SOURCE MATERIAL →
■ ■ ■ ■ ■
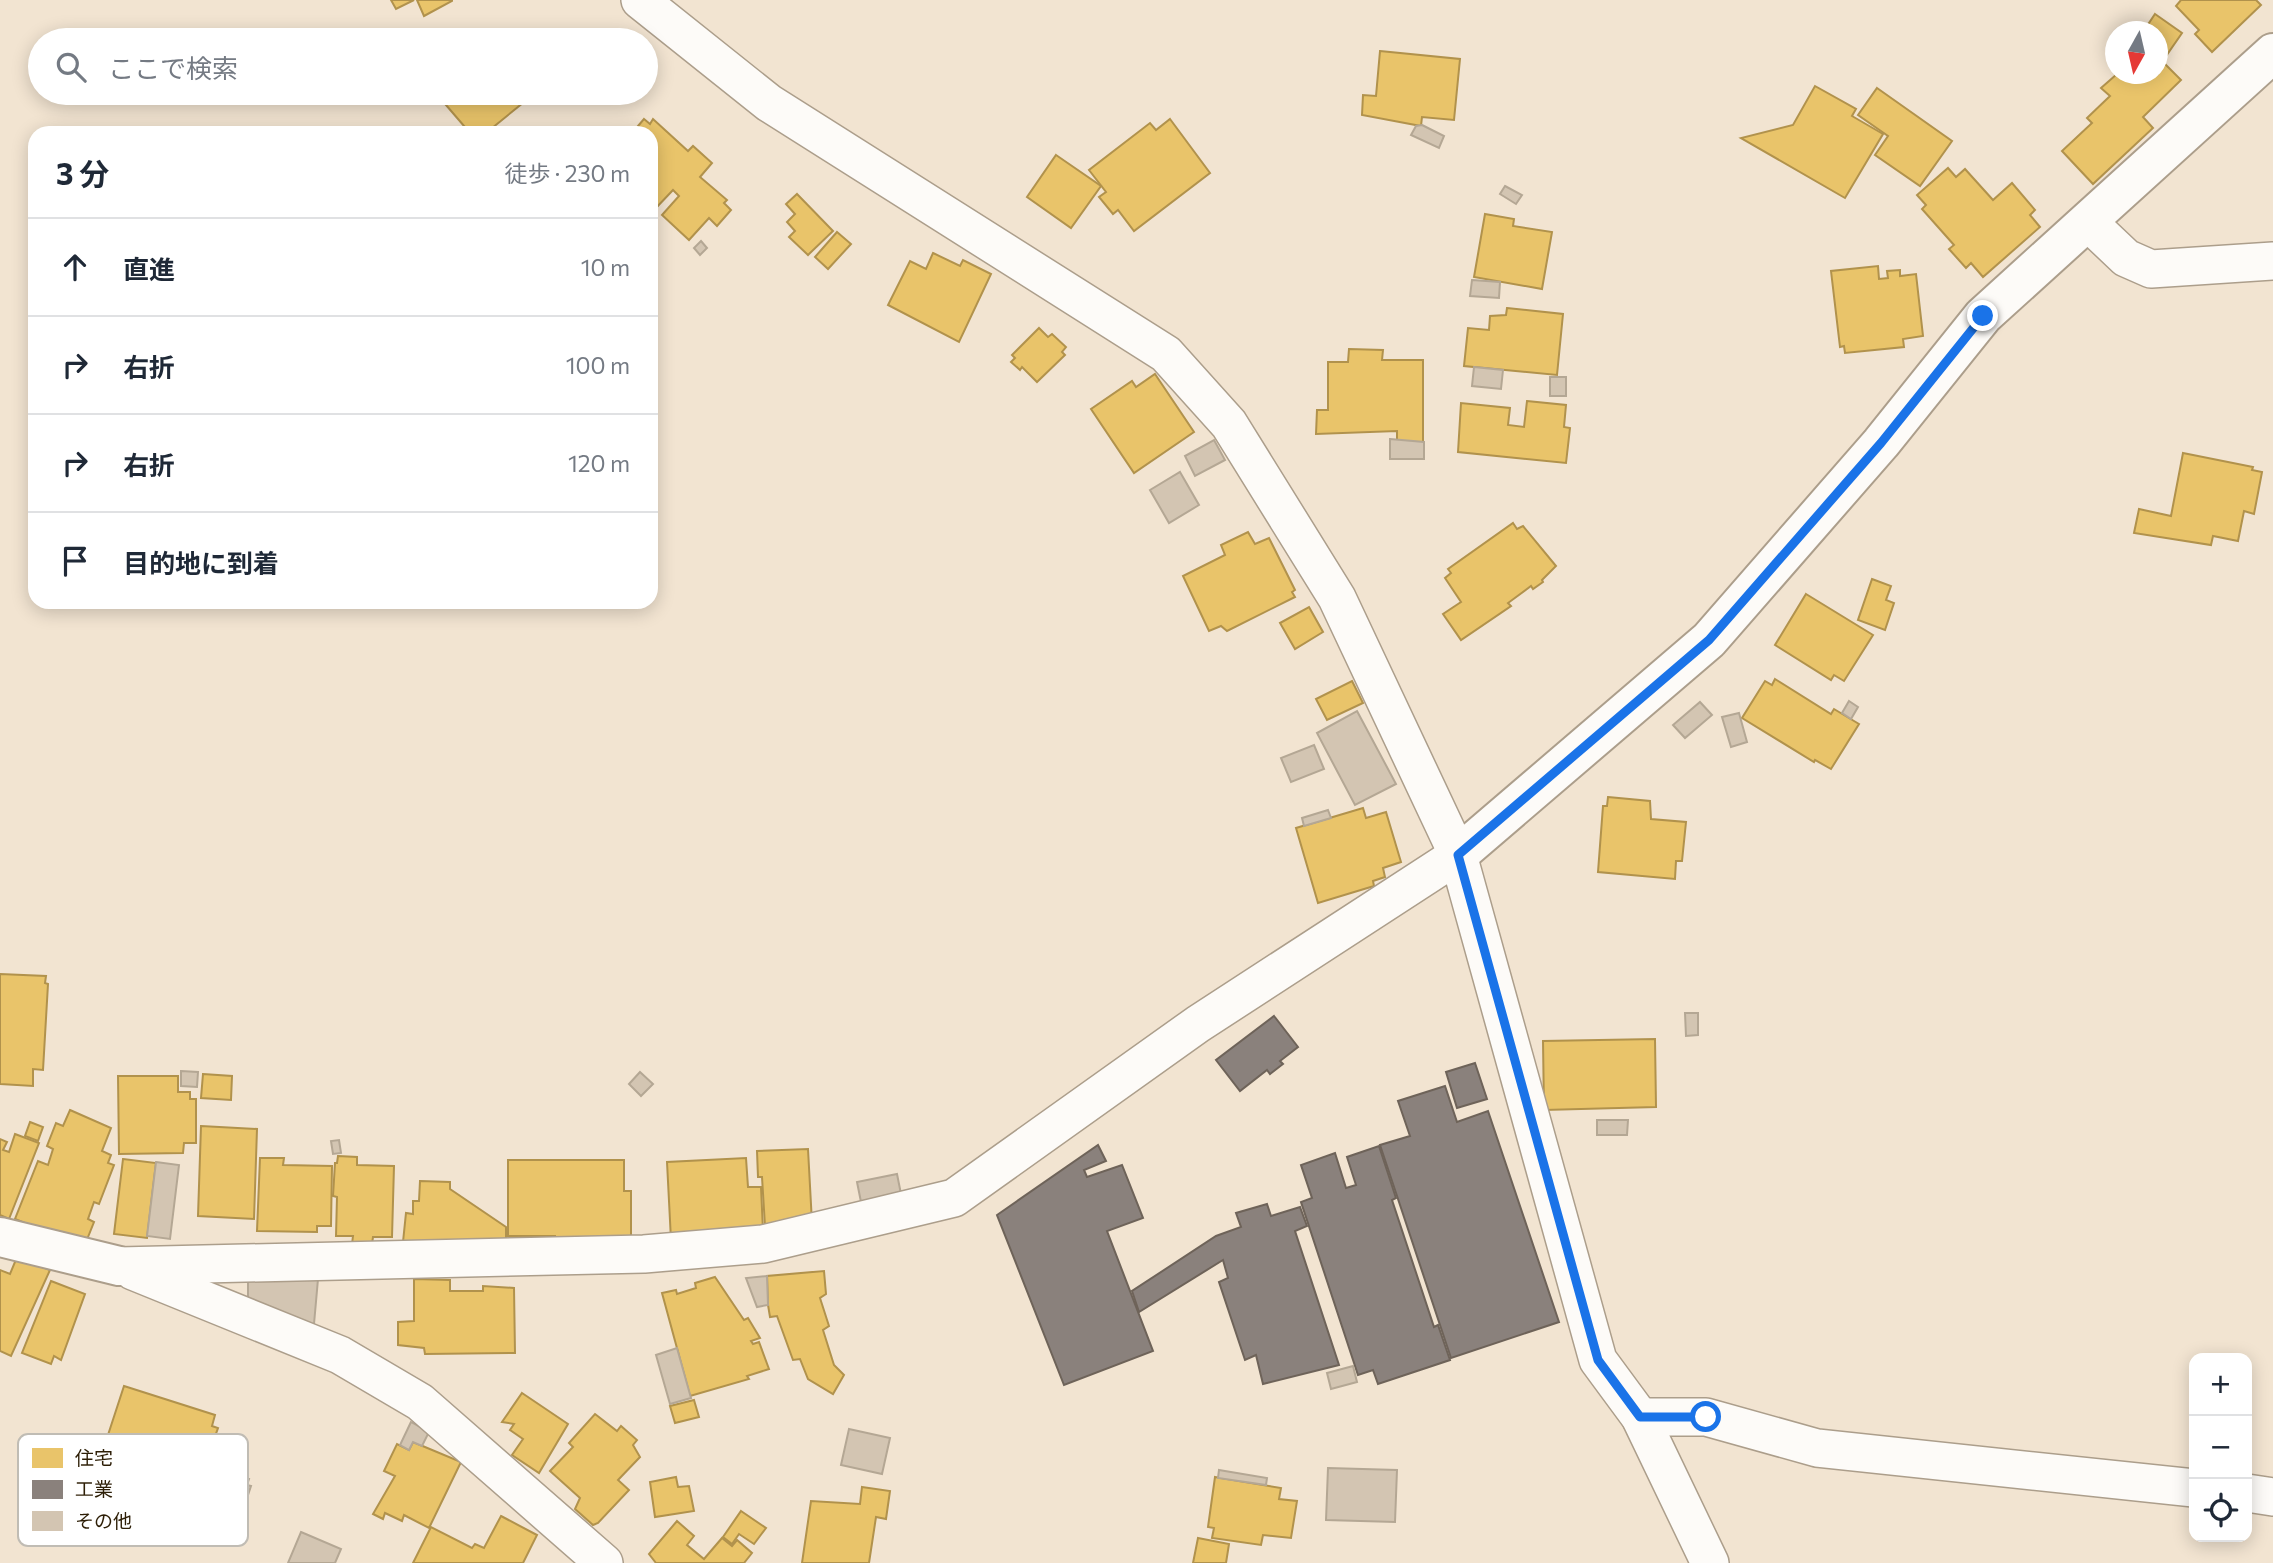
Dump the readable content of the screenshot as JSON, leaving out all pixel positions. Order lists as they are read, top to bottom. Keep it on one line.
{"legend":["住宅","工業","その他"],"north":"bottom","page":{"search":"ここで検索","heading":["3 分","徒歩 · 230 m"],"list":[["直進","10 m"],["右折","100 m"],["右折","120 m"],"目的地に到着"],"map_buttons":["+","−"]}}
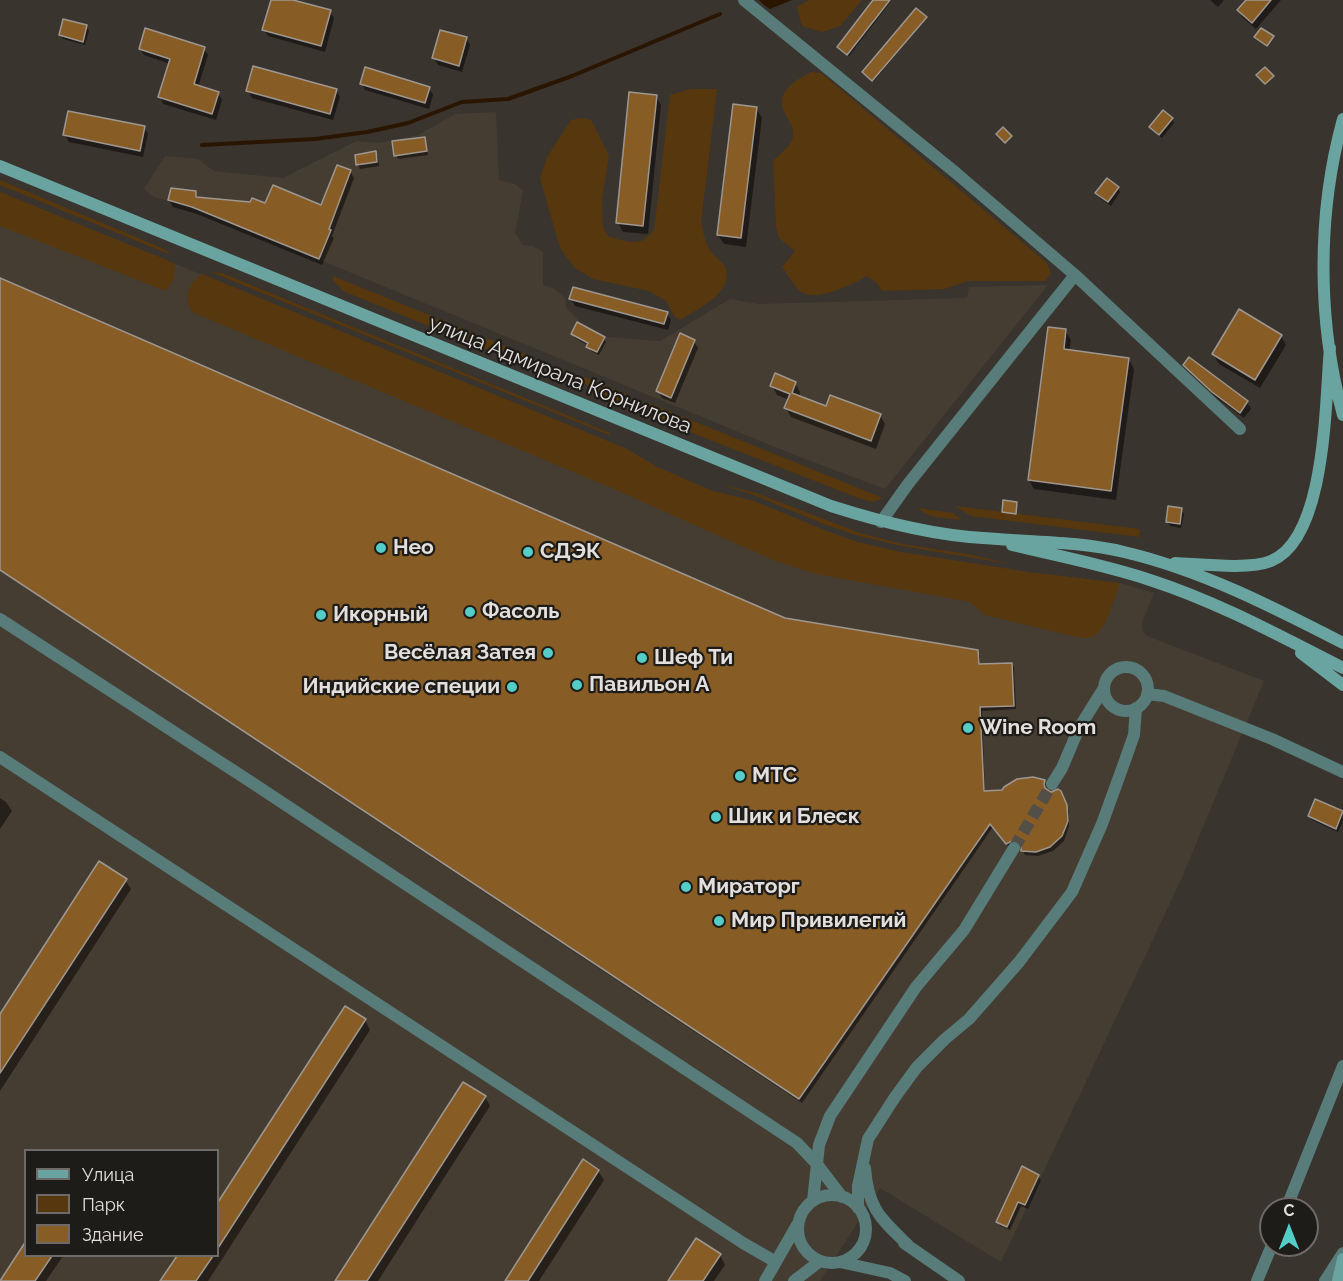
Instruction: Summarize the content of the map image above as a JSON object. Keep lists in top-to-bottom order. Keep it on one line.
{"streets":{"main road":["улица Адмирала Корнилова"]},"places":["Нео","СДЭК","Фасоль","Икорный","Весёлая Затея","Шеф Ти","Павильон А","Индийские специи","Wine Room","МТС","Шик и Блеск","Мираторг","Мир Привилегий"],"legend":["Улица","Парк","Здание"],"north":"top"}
■ ■ ■ ■ ■
WORK INSTRUCTION → Please reproduce each line of the listing above exactly, skipping pictures.

YOUR SOLUTION →
Dump the readable content of the screenshot as JSON, leaving out all pixel positions. Order lists as they are read, top to bottom. Keep it on one line.
{"legend":["住宅","工業","その他"],"north":"bottom","page":{"search":"ここで検索","heading":["3 分","徒歩 · 230 m"],"list":[["直進","10 m"],["右折","100 m"],["右折","120 m"],"目的地に到着"],"map_buttons":["+","−"]}}
Instruction: Summarize the content of the map image above as a JSON object. Keep lists in top-to-bottom order. Keep it on one line.
{"streets":{"main road":["улица Адмирала Корнилова"]},"places":["Нео","СДЭК","Фасоль","Икорный","Весёлая Затея","Шеф Ти","Павильон А","Индийские специи","Wine Room","МТС","Шик и Блеск","Мираторг","Мир Привилегий"],"legend":["Улица","Парк","Здание"],"north":"top"}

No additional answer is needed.